Inwiefern Sieferle in seinen Werken auf die wirtschaftlichen Entwicklungen einging oder ob er die wie viele Historiker eher ausgeblendet hat, ist mir nicht bekannt. Sollte er das getan haben, würde ich spontan von extrem wichtigen Werken sprechen und fühle mich stark aufgerufen, mir diese Werke anzusehen.
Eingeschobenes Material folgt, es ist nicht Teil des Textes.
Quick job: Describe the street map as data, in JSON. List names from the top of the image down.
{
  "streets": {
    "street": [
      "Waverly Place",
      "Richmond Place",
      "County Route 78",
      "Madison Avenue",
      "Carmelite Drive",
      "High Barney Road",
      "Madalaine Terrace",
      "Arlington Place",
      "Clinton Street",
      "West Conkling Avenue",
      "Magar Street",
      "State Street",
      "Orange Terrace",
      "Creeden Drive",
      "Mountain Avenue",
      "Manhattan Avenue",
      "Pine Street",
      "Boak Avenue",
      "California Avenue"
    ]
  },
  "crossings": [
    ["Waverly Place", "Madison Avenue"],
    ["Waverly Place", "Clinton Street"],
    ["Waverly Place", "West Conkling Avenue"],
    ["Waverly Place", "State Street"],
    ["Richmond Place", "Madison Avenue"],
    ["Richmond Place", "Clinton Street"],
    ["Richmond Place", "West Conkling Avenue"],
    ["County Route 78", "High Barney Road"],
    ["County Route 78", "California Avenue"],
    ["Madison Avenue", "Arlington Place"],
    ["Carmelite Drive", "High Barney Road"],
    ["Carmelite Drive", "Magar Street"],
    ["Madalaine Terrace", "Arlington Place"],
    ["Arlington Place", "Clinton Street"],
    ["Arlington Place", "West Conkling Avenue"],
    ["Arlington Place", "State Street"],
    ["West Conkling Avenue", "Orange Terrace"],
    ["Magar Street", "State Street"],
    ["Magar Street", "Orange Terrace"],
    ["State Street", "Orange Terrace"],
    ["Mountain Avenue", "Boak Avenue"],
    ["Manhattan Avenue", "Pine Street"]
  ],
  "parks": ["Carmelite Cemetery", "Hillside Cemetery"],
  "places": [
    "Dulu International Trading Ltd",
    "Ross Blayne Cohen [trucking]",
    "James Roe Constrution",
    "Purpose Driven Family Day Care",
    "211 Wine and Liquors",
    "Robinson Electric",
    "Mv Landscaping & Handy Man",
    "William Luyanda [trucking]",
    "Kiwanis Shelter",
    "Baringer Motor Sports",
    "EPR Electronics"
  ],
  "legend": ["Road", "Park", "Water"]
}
Spätestens im Jahr 2015 schien Sieferle mit der Entwicklung Deutschlands sehr unzufrieden geworden sein. Er äusserte sich sehr negativ dazu, dass einer nie dagewesenen Zahl von Menschen erlaubt wurde, Deutschland ohne Identitätsprüfung und ohne Aufenthaltsgenehmigung zu betreten. Was keinem Touristen aus visumspflichtigen Ländern erlaubt ist, wurde 100'000en Menschen, die zumeist aus Krisengebieten stammen, ohne kritisches Abwägen der Risiken erlaubt. Nicht vergessen werden sollten dabei die Tatsache, dass sich längst nicht jeder von denen, die aus Libyen oder Syrien hergekommen sind, sich tatsächlich und ehrlich als mit dem Westen verbündet sehen.

In Libyen etwa wurde der frühere Herrscher Muammar Gadhafi als nicht mehr tragbar erklärt und gewaltsam gestürzt. Dessen geheimdienstliche Aktivitäten und Vernetzungen scheinen in der Welt recht undurchsichtig gewesen sein. Er soll auch in die Finanzierung von europäischen Sezessionsbewegungen involviert gewesen sein, über die russiche Medien auch immer wieder berichten, währenddessen in Europa selber nur sehr wenig darüber gesprochen wird, es sei denn, es kommt zu gewalttätigen Ausschreitungen. In den Wirren des Krieges in Libyen wurden vorwiegend Anhänger des Gadhafi-Regimes aus dem Land gedrängt und in Europa wurde verkündet, man müsse Kriegsflüchtlinge aus Libyen gefälligst aufnehmen. Dass diese aber weitgehend mit dem vorherigen, von Europa her gestürzten Regime verbündet waren, wurde verschwiegen. Den erklärten Gegner bei sich aufzunehmen, ist auch schwer vermittelbar.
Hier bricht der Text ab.